Avec "Marx et la Poupée", j'avais l'impression pendant les cinquante premières pages de lire un roman du Canada où depuis un demi-siècle on publie énormément de livres qui racontent l'histoire qui quittent leurs pays en état de crise pour s'installer chez nous où ils auront des problèmes de s'adaptation à notre culture. Au bout de cent pages, je me suis rendu compte que "Marx et la Poupée" ressemble encore plus au roman graphique francais "Persepolis" dans le sens qu'il raconte l'histoire d'une famille de communistes qui fuient le régime islamiste en Iran afin de vivre en France. Bref, j'ai trouvé que la recette de base de "Marx et la Poupée" n'avait rien de nouveau. Heureusement, le roman a beaucoup de petits détails qui sont très intéressants. Je suis finalement très content de l'avoir lu.
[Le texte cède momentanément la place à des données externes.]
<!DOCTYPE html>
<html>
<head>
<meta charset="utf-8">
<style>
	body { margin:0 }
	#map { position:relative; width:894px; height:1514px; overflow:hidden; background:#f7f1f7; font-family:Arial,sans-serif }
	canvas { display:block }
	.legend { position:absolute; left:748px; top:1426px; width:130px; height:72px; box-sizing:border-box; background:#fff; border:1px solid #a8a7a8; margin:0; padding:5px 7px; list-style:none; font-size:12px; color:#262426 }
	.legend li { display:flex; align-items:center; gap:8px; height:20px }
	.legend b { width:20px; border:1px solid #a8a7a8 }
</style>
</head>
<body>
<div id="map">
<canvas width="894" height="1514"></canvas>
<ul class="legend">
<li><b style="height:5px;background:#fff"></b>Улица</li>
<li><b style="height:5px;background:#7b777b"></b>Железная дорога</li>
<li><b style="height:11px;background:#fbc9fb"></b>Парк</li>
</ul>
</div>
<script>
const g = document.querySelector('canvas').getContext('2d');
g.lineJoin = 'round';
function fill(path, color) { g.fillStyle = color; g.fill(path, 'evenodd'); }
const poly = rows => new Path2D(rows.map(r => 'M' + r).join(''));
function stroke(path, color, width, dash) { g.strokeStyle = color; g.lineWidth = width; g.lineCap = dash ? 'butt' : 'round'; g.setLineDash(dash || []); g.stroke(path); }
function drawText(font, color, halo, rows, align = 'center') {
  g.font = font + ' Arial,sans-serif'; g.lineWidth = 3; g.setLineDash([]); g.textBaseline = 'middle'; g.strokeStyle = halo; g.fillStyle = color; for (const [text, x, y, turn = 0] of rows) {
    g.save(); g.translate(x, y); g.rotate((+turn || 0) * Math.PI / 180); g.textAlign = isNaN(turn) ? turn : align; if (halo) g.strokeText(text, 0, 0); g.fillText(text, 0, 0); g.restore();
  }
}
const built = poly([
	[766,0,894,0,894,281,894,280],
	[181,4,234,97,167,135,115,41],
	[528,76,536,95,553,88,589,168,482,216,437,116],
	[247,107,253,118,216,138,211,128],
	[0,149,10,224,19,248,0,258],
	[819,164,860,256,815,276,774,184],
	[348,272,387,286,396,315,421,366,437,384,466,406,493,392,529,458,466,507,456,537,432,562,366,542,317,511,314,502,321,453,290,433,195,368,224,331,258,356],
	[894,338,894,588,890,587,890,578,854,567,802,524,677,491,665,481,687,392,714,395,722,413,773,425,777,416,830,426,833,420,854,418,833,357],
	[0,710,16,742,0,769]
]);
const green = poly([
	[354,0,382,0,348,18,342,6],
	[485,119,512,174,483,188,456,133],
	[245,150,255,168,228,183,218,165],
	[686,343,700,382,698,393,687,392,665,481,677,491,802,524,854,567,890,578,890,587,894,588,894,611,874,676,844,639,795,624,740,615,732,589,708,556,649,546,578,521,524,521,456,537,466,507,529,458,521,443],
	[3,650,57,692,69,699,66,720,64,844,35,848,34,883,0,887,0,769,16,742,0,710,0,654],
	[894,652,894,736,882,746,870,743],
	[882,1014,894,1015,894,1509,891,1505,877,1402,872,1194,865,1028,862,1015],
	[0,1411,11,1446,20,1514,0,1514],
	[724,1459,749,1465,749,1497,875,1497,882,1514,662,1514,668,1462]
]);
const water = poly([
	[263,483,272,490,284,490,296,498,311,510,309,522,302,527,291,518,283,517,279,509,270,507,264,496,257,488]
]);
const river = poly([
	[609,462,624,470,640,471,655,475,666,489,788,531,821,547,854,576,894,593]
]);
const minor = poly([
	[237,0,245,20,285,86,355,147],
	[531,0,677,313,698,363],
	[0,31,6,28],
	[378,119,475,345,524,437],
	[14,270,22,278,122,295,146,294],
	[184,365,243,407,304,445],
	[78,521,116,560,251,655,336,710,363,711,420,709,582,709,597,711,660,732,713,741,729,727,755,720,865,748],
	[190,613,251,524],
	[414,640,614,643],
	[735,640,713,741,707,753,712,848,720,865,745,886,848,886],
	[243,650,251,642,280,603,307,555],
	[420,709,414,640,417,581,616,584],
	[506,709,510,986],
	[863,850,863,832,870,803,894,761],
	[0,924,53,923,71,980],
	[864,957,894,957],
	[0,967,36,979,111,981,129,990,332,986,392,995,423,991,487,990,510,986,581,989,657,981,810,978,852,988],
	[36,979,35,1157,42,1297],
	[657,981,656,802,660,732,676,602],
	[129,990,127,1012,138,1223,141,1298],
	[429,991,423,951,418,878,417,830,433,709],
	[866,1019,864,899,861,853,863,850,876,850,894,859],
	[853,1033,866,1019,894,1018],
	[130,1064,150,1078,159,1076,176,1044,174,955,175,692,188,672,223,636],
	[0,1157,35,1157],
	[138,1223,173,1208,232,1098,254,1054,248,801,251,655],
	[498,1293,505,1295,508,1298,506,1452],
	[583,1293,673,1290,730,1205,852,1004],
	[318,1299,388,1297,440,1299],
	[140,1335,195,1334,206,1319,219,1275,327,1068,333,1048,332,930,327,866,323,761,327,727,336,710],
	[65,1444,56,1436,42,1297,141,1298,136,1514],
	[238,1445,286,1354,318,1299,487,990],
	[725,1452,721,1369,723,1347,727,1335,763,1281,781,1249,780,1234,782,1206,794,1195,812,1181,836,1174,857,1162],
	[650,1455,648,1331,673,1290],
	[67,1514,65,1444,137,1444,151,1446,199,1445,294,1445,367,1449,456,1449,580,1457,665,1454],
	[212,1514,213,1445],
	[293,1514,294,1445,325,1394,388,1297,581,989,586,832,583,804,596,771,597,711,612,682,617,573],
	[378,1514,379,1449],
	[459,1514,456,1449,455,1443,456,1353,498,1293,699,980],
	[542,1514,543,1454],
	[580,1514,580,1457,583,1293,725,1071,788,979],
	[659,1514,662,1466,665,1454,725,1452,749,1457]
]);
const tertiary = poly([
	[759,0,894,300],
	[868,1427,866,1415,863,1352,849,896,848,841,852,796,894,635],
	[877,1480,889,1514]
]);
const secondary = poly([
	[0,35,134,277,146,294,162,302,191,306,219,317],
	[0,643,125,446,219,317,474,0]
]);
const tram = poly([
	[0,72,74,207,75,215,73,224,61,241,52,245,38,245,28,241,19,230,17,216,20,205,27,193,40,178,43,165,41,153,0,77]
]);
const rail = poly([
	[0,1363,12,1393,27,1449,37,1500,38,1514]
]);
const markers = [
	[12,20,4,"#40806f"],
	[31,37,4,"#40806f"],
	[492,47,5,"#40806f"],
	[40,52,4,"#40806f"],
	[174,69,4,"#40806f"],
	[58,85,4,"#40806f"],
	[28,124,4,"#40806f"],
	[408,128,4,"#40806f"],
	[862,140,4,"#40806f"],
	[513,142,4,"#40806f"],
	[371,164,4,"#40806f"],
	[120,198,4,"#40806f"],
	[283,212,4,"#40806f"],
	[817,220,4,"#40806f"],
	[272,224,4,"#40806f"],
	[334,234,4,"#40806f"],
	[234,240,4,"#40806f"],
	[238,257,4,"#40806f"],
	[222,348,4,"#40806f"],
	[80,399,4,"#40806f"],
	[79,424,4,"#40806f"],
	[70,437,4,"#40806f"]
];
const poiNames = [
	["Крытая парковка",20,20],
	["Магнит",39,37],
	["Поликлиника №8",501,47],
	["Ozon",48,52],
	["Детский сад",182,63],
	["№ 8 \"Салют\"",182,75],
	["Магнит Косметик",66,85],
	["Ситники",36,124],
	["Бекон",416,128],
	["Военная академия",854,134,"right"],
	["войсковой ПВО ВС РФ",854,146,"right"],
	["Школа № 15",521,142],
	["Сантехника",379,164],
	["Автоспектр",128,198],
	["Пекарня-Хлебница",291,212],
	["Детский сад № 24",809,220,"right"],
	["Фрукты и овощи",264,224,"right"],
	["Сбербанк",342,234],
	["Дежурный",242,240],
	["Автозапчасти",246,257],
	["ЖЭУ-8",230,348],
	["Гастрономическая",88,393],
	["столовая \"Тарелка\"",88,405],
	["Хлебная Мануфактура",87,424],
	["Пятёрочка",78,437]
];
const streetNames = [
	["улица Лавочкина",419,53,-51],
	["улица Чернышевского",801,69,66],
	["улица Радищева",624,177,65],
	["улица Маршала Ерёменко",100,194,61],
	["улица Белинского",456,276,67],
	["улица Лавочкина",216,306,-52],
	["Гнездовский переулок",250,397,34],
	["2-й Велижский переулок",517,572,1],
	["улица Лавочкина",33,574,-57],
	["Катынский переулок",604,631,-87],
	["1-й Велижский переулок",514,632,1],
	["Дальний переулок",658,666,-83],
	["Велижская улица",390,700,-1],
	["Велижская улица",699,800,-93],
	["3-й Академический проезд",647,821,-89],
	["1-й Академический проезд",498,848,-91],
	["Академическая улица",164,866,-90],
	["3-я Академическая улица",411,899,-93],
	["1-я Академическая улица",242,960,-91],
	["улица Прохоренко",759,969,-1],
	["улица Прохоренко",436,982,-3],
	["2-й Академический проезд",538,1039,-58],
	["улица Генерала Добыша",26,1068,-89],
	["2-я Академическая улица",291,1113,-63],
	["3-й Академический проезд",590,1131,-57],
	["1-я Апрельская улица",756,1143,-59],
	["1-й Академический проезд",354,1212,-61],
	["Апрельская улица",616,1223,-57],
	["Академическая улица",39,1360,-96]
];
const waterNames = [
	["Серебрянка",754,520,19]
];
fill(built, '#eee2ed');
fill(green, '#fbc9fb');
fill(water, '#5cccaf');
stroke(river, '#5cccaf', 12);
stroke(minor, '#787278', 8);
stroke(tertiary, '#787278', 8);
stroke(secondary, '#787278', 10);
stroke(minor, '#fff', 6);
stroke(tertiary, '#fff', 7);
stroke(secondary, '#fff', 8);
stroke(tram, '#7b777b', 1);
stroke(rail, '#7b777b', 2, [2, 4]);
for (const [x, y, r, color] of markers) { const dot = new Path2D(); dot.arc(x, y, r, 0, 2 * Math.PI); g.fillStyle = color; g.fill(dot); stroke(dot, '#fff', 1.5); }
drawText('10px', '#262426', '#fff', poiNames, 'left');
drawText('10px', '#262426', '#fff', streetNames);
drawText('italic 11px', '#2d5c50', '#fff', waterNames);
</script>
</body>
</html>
Le titre dit très long sur le livre. À cause de leurs croyances politiques, les parents décident à un moment donné de faire don de ses poupées à une organisation qui va les distribuer à des familles pauvres. L'auteur quitter l'Iran où elle vit sous une tyrannie islamiste. En France, elle va vivre sous la tyrannie marxiste de sa famille. Elle est isolée de la culture française en tant qu'immigrante iranienne. Elle est isolée de la grande communauté iranienne en France parce qu'elle n'a pas les mêmes valeurs politiques et religieuses.



La protagoniste qui s'appelle aussi Maryam a du mal à trouver une identité culturelle. D'abord elle déteste la France. Ensuite elle refuse de parler l'Iranien. Plus tard elle va suivre des leçons pour rapprendre sa langue maternelle. Elle fait un voyage de retour en Iranien qui se termine en fiasco. Finalement elle va travailler pendant plusieurs années en Chine pour finalement constater qu'elle est française.



La protagoniste est très sympathique et son récit est touchant. Ce roman qui n'est pas long vaut bien le temps qu'il le faut pour le lire.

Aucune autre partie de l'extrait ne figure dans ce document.